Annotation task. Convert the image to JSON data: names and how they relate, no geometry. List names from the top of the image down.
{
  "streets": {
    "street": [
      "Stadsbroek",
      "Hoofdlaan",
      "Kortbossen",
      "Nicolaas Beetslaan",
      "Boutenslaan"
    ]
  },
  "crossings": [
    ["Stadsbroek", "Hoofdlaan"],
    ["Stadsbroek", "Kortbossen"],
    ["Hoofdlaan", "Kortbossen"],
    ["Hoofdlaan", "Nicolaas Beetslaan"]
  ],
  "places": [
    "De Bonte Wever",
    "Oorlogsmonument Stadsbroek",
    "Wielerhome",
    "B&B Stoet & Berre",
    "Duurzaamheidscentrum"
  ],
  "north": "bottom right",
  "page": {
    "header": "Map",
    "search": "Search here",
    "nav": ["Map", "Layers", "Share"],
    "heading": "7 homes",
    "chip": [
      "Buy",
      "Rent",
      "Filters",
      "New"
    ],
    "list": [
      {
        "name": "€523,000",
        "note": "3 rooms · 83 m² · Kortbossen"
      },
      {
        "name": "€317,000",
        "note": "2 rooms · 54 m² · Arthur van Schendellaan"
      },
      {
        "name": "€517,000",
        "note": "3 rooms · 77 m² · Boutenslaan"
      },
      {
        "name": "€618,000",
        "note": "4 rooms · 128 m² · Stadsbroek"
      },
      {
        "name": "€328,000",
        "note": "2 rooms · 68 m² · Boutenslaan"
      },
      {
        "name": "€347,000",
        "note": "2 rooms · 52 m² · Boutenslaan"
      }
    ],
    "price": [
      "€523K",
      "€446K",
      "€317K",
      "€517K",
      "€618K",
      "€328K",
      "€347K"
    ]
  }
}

○ ○ ○ ○

WORK INSTRUCTION :: Print each entry precisely. Include every line.

WORKED SOLUTION ::
Annotation task. Convert the image to JSON data: names and how they relate, no geometry. List names from the top of the image down.
{
  "streets": {
    "street": [
      "Stadsbroek",
      "Hoofdlaan",
      "Kortbossen",
      "Nicolaas Beetslaan",
      "Boutenslaan"
    ]
  },
  "crossings": [
    ["Stadsbroek", "Hoofdlaan"],
    ["Stadsbroek", "Kortbossen"],
    ["Hoofdlaan", "Kortbossen"],
    ["Hoofdlaan", "Nicolaas Beetslaan"]
  ],
  "places": [
    "De Bonte Wever",
    "Oorlogsmonument Stadsbroek",
    "Wielerhome",
    "B&B Stoet & Berre",
    "Duurzaamheidscentrum"
  ],
  "north": "bottom right",
  "page": {
    "header": "Map",
    "search": "Search here",
    "nav": ["Map", "Layers", "Share"],
    "heading": "7 homes",
    "chip": [
      "Buy",
      "Rent",
      "Filters",
      "New"
    ],
    "list": [
      {
        "name": "€523,000",
        "note": "3 rooms · 83 m² · Kortbossen"
      },
      {
        "name": "€317,000",
        "note": "2 rooms · 54 m² · Arthur van Schendellaan"
      },
      {
        "name": "€517,000",
        "note": "3 rooms · 77 m² · Boutenslaan"
      },
      {
        "name": "€618,000",
        "note": "4 rooms · 128 m² · Stadsbroek"
      },
      {
        "name": "€328,000",
        "note": "2 rooms · 68 m² · Boutenslaan"
      },
      {
        "name": "€347,000",
        "note": "2 rooms · 52 m² · Boutenslaan"
      }
    ],
    "price": [
      "€523K",
      "€446K",
      "€317K",
      "€517K",
      "€618K",
      "€328K",
      "€347K"
    ]
  }
}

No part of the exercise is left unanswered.